Eram  sete horas e trinta do dia vinte e três quando o capelão me acordou:

— Ulisses, são horas. Tens de te despachar para o pequeno almoço.

— É  rápido. É só fazer a barba e tomar um duche.

— Ontem, encontraste uma companhia à  tua altura.

— Que companhia? Ah, pois, o médico! Parece-me bom tipo. Parece-me que temos muitas coisas em comum. É pena ele ter de ficar longe de mim, em Quimbele, na sede da Companhia. Quando for à sede, já  tenho com quem conviver mais abertamente.

— Então não tens os teus colegas, alferes como tu, e o capitão Alberto?

— Ter tenho. E os meus camaradas parecem-me de confiança. Mas do capitão já não digo o mesmo. Tem muito

patois de propagandista médico... Não me parece de confiança!

— Isso é  impressão tua! Está cá na mesma situação que tu.

— Lá isso está.

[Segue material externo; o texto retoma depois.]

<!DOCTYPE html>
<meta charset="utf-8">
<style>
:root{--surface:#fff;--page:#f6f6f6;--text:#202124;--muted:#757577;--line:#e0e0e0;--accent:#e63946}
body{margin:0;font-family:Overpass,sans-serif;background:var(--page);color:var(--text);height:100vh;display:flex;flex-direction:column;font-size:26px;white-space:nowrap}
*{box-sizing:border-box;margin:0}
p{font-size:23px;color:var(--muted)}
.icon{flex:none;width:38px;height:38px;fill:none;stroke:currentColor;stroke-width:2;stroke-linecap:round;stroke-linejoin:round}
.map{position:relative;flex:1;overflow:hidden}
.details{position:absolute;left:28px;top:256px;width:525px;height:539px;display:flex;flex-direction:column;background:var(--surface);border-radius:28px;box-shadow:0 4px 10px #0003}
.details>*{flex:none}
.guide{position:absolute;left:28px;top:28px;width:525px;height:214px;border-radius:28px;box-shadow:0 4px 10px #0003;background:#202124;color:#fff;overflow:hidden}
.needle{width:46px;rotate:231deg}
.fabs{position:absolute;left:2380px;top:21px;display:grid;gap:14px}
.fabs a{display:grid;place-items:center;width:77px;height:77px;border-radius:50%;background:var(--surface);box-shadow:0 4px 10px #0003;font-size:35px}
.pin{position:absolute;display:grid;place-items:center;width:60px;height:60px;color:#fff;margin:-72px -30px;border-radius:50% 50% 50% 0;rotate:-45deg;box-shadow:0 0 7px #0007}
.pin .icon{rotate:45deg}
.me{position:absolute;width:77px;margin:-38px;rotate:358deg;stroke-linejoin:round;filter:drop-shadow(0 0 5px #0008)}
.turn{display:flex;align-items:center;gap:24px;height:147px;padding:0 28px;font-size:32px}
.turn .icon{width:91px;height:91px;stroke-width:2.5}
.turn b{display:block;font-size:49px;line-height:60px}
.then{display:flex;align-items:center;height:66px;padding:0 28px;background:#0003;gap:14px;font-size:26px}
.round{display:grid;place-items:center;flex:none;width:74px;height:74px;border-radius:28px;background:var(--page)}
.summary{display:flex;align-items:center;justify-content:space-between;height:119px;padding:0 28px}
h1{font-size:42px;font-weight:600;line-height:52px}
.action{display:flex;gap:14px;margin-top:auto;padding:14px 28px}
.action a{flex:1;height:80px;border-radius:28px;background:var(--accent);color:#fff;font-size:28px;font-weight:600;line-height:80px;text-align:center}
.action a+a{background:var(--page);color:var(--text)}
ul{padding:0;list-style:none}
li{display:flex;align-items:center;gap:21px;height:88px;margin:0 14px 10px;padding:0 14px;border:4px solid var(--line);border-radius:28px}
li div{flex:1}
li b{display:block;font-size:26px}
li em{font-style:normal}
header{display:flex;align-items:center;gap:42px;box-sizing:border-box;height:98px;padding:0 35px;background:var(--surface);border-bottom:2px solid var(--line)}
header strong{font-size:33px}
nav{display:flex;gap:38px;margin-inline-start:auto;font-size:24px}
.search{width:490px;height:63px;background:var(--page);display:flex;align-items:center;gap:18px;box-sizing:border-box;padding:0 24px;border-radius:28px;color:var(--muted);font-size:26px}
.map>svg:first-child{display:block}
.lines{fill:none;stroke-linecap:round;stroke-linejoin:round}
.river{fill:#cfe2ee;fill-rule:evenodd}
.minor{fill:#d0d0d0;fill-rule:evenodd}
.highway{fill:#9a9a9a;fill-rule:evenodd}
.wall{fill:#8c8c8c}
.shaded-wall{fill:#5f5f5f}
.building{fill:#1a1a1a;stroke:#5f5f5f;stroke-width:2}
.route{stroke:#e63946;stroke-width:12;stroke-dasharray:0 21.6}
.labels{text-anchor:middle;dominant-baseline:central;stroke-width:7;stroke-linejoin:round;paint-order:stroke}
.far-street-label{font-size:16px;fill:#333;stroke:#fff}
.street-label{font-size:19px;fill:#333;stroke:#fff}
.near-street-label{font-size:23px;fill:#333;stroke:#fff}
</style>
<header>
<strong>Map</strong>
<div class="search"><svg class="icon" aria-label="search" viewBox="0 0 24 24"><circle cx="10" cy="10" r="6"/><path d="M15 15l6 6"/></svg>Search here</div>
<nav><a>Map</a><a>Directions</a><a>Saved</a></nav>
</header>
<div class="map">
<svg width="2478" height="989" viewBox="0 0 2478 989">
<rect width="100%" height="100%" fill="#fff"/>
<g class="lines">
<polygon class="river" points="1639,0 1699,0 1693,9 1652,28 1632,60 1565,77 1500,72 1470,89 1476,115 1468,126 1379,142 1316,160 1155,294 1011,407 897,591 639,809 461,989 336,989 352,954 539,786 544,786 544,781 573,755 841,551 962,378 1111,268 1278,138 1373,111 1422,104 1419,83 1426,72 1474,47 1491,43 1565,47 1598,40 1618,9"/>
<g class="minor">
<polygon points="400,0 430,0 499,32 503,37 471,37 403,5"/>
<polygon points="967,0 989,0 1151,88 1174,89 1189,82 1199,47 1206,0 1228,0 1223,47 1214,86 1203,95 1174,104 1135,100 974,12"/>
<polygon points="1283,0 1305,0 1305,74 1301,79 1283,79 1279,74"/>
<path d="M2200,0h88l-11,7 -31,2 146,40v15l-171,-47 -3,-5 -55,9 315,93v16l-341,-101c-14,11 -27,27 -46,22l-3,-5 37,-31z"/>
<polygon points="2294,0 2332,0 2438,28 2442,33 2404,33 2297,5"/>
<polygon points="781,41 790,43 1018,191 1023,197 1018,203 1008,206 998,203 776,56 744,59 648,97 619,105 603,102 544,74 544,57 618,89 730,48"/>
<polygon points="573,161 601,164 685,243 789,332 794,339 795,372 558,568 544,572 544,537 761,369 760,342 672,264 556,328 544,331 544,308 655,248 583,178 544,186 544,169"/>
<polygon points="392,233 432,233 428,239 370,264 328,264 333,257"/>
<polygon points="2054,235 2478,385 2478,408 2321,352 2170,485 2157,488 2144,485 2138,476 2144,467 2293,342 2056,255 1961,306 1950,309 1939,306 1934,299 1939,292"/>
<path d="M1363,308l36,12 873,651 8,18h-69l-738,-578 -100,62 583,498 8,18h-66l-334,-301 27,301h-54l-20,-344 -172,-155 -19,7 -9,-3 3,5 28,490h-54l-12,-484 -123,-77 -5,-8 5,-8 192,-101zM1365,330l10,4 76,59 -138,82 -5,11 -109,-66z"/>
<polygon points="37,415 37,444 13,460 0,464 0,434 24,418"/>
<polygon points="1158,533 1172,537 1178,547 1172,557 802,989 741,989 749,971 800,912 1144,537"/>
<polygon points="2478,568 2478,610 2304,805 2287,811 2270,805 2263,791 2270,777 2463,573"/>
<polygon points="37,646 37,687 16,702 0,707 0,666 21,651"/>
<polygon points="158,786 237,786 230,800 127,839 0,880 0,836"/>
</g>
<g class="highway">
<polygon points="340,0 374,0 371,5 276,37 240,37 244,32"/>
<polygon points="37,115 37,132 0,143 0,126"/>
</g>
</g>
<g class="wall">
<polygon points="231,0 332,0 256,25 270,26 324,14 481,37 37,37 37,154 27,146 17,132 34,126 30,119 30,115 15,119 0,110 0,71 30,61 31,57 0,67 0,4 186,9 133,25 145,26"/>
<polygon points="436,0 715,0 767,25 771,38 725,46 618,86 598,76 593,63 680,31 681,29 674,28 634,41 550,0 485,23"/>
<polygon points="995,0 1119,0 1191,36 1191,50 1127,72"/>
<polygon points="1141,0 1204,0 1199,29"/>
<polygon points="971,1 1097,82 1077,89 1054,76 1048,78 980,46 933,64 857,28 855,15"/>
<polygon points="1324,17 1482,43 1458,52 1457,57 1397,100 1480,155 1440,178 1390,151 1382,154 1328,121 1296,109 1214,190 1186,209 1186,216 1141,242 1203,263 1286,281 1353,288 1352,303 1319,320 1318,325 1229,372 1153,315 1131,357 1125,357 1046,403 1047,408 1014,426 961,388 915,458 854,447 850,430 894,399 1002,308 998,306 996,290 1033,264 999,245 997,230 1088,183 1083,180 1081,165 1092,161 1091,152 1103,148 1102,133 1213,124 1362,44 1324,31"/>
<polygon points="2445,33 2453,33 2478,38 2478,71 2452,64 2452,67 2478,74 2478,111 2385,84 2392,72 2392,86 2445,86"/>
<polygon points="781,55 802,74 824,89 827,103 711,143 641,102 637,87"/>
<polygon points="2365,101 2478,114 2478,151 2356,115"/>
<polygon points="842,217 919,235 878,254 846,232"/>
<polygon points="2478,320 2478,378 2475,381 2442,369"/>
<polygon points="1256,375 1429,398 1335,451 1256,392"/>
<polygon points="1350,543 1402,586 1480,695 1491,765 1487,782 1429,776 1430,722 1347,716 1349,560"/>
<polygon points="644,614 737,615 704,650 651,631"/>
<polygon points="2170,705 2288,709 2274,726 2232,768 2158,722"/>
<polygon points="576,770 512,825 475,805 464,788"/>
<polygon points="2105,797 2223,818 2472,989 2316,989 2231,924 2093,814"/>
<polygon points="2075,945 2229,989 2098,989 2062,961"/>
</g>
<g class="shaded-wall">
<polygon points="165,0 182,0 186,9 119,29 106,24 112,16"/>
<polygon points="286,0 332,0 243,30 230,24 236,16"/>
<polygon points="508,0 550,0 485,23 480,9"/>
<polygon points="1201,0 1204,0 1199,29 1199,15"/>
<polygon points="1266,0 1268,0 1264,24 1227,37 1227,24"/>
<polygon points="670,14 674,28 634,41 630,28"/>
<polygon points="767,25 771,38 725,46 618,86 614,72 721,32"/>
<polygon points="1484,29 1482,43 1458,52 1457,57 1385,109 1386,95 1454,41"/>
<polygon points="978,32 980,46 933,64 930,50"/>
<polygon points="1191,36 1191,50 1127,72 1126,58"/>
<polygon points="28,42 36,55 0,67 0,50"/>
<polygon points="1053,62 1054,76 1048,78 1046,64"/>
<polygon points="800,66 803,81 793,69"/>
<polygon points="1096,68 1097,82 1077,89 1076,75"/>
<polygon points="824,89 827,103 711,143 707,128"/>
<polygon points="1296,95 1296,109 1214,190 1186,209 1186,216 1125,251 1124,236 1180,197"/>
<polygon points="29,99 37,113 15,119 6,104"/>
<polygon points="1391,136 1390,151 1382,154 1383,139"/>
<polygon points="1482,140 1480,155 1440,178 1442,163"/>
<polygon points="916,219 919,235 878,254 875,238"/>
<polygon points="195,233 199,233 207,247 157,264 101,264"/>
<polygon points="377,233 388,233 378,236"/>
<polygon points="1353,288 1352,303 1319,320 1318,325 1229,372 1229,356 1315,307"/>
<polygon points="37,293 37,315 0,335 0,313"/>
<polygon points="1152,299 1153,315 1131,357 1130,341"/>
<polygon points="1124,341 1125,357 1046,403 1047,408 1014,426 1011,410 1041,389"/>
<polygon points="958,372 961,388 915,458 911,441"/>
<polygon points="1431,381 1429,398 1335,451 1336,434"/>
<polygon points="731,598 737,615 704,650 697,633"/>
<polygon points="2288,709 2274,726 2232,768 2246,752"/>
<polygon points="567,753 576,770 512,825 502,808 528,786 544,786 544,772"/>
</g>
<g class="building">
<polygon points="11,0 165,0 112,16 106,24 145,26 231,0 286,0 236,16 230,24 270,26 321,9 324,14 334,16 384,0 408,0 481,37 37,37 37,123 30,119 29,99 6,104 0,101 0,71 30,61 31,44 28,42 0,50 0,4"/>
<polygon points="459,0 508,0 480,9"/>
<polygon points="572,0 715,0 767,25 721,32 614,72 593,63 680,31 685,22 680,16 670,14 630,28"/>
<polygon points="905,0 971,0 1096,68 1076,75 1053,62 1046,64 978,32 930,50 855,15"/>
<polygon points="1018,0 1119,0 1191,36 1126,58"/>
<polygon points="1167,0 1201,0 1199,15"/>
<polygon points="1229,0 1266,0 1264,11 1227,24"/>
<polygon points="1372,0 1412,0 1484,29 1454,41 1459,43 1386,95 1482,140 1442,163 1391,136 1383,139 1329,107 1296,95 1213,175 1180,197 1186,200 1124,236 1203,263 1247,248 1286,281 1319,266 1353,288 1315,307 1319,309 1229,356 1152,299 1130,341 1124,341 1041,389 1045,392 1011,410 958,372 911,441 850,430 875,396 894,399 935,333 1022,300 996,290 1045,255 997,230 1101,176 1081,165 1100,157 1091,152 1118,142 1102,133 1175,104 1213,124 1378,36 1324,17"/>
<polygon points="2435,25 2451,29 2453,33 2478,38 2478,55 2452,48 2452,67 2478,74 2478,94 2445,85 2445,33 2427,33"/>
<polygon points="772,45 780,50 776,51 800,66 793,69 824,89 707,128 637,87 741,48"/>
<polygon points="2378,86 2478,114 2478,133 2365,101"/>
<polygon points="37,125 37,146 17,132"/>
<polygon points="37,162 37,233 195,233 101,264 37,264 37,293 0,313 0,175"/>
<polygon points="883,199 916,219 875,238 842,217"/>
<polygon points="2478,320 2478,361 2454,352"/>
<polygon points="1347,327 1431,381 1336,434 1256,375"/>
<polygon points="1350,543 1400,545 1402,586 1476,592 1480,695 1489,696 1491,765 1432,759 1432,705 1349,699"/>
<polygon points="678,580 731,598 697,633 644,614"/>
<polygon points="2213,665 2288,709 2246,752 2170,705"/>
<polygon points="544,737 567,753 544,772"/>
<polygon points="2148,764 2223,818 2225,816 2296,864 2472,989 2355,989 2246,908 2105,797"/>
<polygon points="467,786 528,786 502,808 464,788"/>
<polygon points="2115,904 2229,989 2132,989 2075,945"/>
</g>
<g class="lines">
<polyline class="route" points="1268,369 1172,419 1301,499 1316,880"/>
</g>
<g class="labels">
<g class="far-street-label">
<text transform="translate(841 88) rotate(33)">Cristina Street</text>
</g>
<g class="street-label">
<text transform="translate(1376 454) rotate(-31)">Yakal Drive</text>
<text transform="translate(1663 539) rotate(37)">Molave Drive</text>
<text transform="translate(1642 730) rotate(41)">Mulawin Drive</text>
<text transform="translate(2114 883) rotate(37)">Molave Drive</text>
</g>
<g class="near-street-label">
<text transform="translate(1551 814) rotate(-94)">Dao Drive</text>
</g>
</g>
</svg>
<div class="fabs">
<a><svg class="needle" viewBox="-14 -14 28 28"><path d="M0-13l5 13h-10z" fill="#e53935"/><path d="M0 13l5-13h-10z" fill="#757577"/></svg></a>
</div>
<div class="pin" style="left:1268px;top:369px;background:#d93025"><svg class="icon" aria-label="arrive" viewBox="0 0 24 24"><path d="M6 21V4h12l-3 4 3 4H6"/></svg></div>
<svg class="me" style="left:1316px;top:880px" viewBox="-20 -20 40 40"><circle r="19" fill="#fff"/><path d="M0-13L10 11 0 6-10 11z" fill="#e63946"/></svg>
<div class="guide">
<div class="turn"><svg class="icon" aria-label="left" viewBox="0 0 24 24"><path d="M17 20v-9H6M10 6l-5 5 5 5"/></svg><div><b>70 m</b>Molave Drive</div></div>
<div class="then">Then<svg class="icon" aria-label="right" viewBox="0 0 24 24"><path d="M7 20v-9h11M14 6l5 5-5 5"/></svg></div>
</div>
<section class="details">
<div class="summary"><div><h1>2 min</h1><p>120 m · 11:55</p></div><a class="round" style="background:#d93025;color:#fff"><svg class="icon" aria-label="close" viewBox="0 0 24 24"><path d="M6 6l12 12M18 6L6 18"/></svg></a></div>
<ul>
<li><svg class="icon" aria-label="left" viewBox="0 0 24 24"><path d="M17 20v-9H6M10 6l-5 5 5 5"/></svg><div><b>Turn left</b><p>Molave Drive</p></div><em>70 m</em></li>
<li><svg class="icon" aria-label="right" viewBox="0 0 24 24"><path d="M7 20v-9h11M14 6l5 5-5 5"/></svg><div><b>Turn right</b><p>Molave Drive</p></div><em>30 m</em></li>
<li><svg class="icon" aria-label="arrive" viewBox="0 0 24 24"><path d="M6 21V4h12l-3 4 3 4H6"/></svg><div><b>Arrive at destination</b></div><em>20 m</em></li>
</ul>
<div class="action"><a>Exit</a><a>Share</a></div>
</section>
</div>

Mas...

— Bom, vamos lá despachar-nos, que o relógio não pára.

Às oito e trinta estava na messe de oficiais a tomar o pequeno almoço. Fiquei na companhia do capelão, do novo médico e do capitão Glória Dias.

Antes de me sentar à  mesa, fui cumprimentar os tripulantes dos dois aparelhos que nos iam levar ao Alto Zaza e buscar o pessoal ao local de recolha, no meio da mata. Saíram do Negage mal o Sol raiara e estavam agora aqui na messe, onde aproveitaram para reabastecer os estômagos. À hora a que saíram da base aérea ainda não tinham o bar da messe aberto.

Foi interessante a surpresa do comandante do heli ao ver-me ali em Sanza Pombo:

— O alferes está aqui? Imaginava-o no meio da mata a tirar fotografias...

— São azares! O capitão evacuou-me ao segundo dia da operação, juntamente com um furriel. E agora vão-me ter na vossa companhia de regresso ao Alto Zaza. E não vou só. Vai connosco o médico da Companhia, que depois seguirá  para Quimbele. E já  agora, a que horas temos de estar na parada do quartel para partirmos?

— Pensamos sair pelas nove horas. Daqui ao Alto Zaza a viagem é rápida.

Não vou aqui relatar as conversas durante o pequeno almoço. Teria de possuir um gravador na minha cabeça... E não têm qualquer interesse para o meu relato. Basta dizer-vos que, ainda não eram nove da manhã, já eu e o nosso Esculápio tínhamos passado pela messe, para pegarmos nos haveres, e estávamos na parada da CCS, para embarcarmos. Tivemos a companhia do capelão, que foi connosco até ao local onde estavam estacionados os dois Pumas.